■ Task requirements:
In the listing below, pick out lines with "object".

■ Data in this exercise:
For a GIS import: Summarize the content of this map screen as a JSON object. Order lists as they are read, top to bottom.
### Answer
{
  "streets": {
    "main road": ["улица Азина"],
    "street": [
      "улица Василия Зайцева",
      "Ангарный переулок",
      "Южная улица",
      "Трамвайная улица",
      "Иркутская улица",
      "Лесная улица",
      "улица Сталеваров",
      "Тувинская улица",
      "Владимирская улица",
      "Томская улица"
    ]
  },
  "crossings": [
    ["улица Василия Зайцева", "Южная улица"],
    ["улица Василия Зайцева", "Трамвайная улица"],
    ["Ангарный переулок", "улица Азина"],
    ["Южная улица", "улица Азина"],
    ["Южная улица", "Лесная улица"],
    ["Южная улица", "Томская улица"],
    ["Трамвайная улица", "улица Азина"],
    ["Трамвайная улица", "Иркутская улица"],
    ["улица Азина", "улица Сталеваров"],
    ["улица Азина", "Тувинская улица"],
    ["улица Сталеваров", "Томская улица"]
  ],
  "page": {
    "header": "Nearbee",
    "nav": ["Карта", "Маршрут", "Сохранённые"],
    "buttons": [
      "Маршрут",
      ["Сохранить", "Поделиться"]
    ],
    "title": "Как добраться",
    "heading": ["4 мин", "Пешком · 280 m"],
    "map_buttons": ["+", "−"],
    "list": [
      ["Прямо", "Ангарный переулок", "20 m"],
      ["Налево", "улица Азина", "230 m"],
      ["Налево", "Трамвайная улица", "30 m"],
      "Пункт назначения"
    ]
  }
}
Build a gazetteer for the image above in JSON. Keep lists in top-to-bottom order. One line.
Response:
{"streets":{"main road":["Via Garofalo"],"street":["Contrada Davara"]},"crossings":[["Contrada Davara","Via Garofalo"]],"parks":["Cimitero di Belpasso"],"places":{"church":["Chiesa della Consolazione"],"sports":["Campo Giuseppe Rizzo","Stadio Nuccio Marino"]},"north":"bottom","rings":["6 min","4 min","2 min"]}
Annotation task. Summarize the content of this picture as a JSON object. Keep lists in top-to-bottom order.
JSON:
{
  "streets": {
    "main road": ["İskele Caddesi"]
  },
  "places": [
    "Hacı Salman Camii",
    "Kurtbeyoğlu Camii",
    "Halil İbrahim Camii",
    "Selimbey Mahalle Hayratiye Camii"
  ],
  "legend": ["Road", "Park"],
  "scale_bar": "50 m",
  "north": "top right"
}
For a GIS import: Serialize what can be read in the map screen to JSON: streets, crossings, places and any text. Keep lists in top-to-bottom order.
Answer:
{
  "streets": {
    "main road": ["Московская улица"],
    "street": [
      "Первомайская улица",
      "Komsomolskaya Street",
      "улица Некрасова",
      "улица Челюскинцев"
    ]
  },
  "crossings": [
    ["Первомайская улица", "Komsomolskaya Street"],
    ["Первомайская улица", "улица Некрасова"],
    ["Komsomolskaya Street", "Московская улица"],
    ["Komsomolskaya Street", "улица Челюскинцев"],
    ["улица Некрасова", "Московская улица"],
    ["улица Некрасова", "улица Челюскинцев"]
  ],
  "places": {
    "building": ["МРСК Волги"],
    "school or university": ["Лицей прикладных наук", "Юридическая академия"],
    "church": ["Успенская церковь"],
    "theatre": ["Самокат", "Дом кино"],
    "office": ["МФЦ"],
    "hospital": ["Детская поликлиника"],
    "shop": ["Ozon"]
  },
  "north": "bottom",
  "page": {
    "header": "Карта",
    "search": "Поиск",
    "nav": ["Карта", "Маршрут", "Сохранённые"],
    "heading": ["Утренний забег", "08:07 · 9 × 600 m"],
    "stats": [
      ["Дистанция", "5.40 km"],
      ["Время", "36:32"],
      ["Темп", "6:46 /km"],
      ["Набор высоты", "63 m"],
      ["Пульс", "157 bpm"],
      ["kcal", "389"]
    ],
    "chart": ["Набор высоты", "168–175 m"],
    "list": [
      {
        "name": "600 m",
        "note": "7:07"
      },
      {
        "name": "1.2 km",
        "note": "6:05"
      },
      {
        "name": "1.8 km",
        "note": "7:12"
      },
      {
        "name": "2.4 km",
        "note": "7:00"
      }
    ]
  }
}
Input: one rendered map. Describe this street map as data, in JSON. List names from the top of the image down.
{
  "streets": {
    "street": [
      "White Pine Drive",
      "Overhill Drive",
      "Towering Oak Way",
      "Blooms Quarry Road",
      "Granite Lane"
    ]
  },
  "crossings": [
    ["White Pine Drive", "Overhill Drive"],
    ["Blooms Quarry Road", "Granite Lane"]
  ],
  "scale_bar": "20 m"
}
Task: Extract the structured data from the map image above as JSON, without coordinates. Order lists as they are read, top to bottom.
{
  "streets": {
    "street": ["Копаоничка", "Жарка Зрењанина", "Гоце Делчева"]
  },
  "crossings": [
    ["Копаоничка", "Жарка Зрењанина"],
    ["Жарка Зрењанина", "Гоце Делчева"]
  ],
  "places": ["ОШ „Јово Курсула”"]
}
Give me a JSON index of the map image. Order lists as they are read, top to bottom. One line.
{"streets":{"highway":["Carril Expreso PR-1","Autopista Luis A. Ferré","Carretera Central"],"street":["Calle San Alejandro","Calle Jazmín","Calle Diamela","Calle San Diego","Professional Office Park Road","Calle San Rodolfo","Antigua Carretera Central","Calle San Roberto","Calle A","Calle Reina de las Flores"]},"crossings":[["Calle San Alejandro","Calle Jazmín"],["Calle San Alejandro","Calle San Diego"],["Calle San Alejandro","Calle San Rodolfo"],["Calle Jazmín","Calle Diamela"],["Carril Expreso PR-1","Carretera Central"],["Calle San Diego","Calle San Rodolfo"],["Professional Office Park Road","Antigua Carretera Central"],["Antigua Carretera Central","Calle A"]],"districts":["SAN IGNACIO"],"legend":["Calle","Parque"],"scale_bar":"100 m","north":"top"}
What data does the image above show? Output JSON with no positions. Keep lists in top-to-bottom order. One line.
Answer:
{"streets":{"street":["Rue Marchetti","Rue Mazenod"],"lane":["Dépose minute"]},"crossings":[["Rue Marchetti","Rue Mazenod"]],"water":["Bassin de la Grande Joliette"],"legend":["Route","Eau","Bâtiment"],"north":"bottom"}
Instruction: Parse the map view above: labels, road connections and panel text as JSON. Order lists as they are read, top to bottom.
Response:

■ Exercise answer:
For a GIS import: Summarize the content of this map screen as a JSON object. Order lists as they are read, top to bottom.
Annotation task. Summarize the content of this picture as a JSON object. Keep lists in top-to-bottom order.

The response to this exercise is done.